You can also try using https://github.com/paTRICK-swk/P-STMO. It has much better examples and codes for in-the-wild human pose3d detection. Better look into it.

TomCatOnline commented 2 years ago

@TomCatOnline I haven't received any emails yet. These are the preprocessing steps I followed (which doesn't seem to work for me) in detail -

  1. The input 2d keypoints should be in H3.6m format, unlike the COCO format most 2d human pose detectors' output in.
  2. Normalize the input 2d keypoints in the range [-1, 1].

You can also try using https://github.com/paTRICK-swk/P-STMO. It has much better examples and codes for in-the-wild human pose3d detection. Better look into it.

I was traped by detectron2 output coco format 2d keypoints but don't know how to convert to h36m format, will look into it, thanks for your quick reply!

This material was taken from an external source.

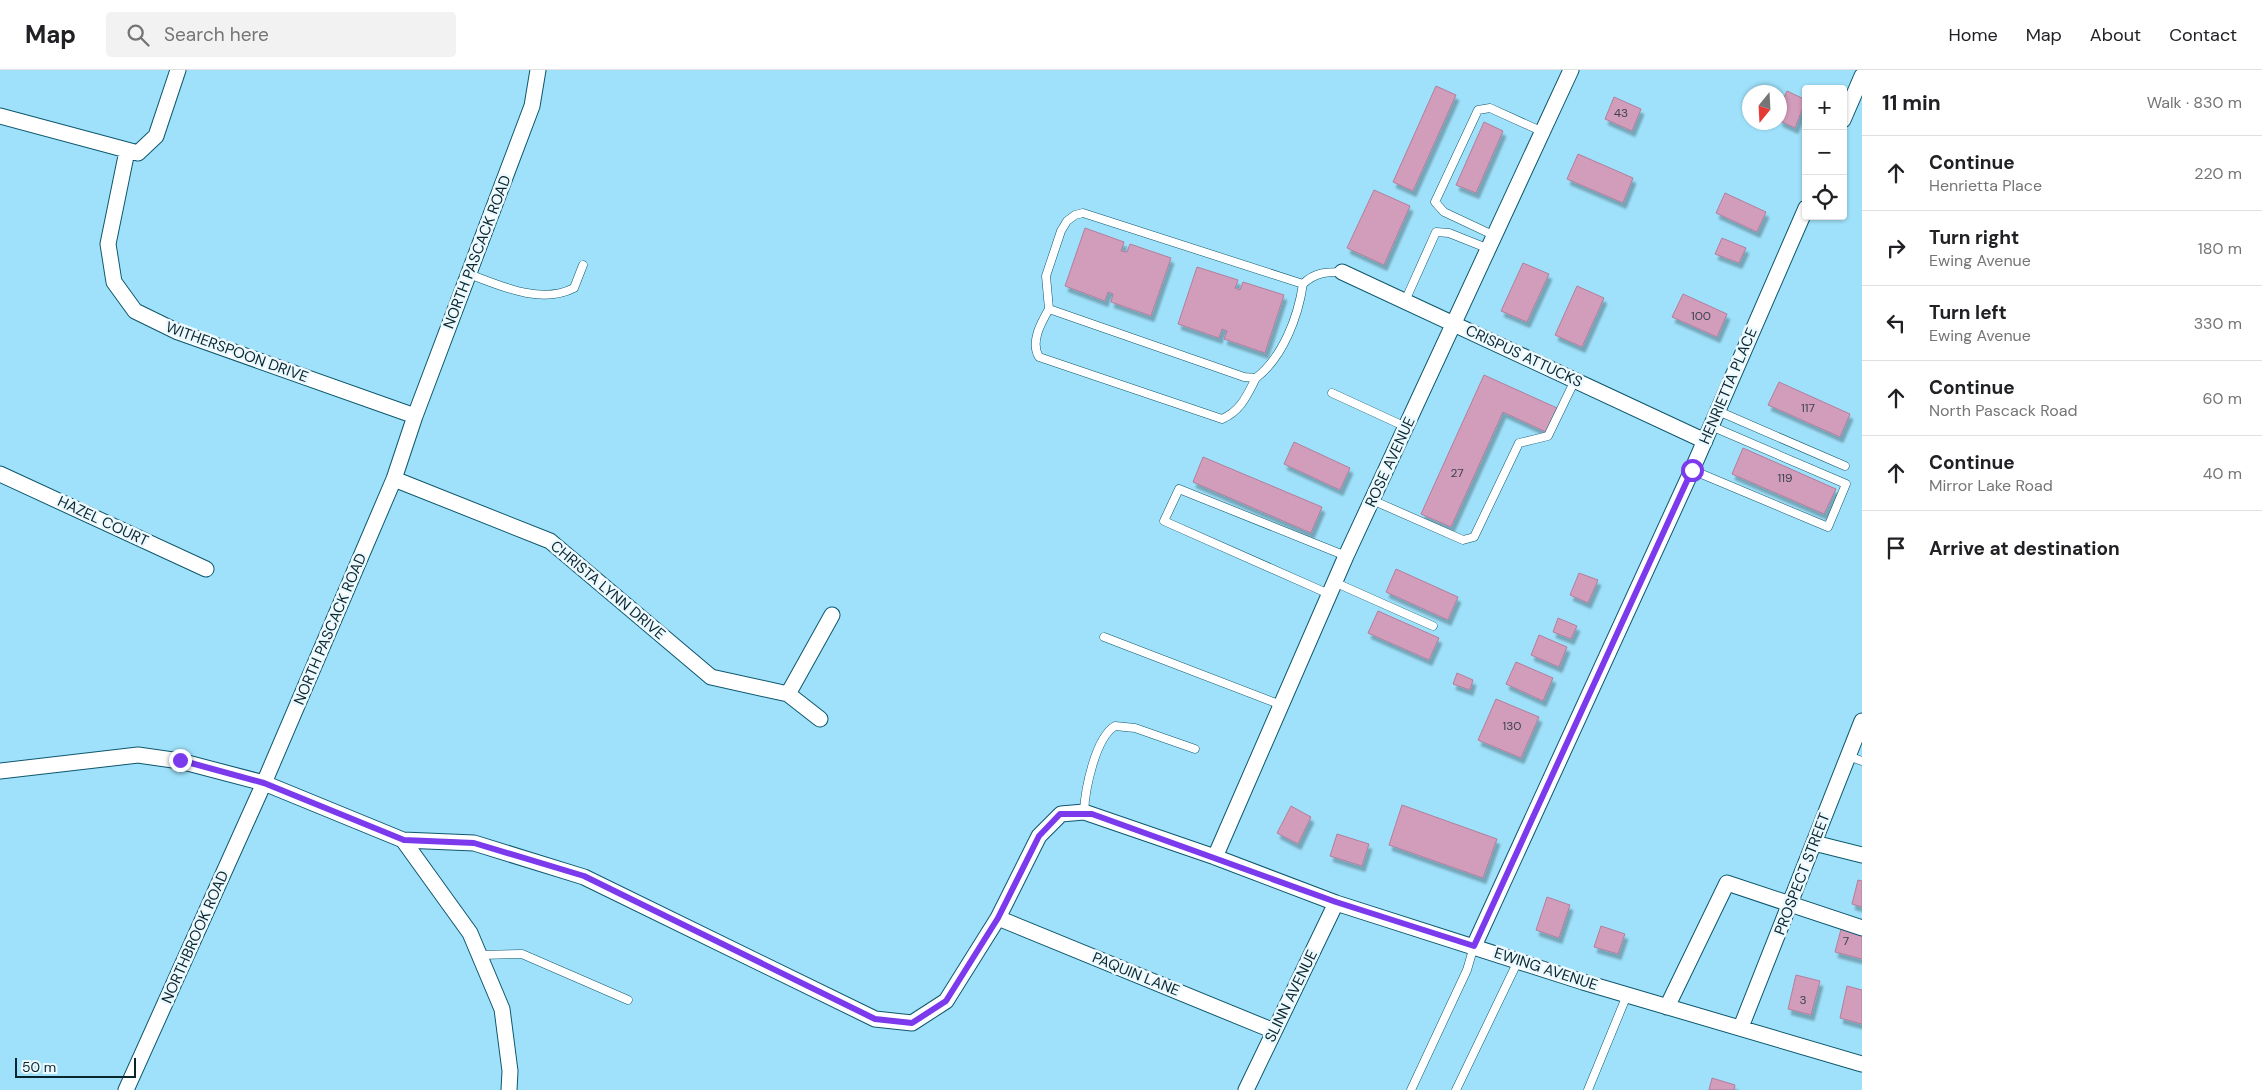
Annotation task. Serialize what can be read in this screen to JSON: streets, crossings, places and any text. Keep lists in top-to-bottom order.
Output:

ghost commented 2 years ago

I'm trying to infer 3d human pose on custom videos using provided pretrained model (gt81f.bin). I've done the following preprocessing -

  1. Input 2d keypoints are in H3.6m format
  2. Input 2d keypoints are normalized keeping width in the range [-1, 1] and maintaining aspect ratio.
  3. Output 3d keypoints are in H3.6m format (Mapping of model output to 3d key point  facebookresearch/VideoPose3D#36), i.e. same as Videopose3d output.

Still, I end up with randomly located keypoints. Anything I might be missing??

Also, @AO2233 I'd be grateful if you can please share the email contents (that you shared with @Whisht ) here.

@TomCatOnline @safsin

  1. I guess that the pre-trained weight (gt81f.bin) given by the author can not reproduce the results of the wild video inference part in his paper. Others have had the same results which is not so good in the wild video inference. for example, this one. You may need to retrain the model by yourself?
  2. Here is 2 issues in the original code. One is that you need to convert the point, the other one is AttributeError: 'NoneType' object has no attribute 'astype' of Wild video.
  3. MY STEP 3.1 convert the point to human36M code. 3.2 remove the input_3d of evaluation in run_poseformer.py to solve the error AttributeError: 'NoneType' object has no attribute 'astype' of Wild video? I can't remember exactly. A part of the code was unfortunately missing.😢 Because after discussing, I changed to other methods. Maybe you can ask vicentowang for codes, his results look the same as mine.
  4. about your question You mentioned that your code end up with randomly located keypoints. So you may have solved 3.2? Then I think you should just check your conversion code(COCO->Human3.6M)? A wrong conversion may lead a random points. Maybe you can use 3.1 to convert the point, and a convert visualization is here to make sure that the conversion code works well.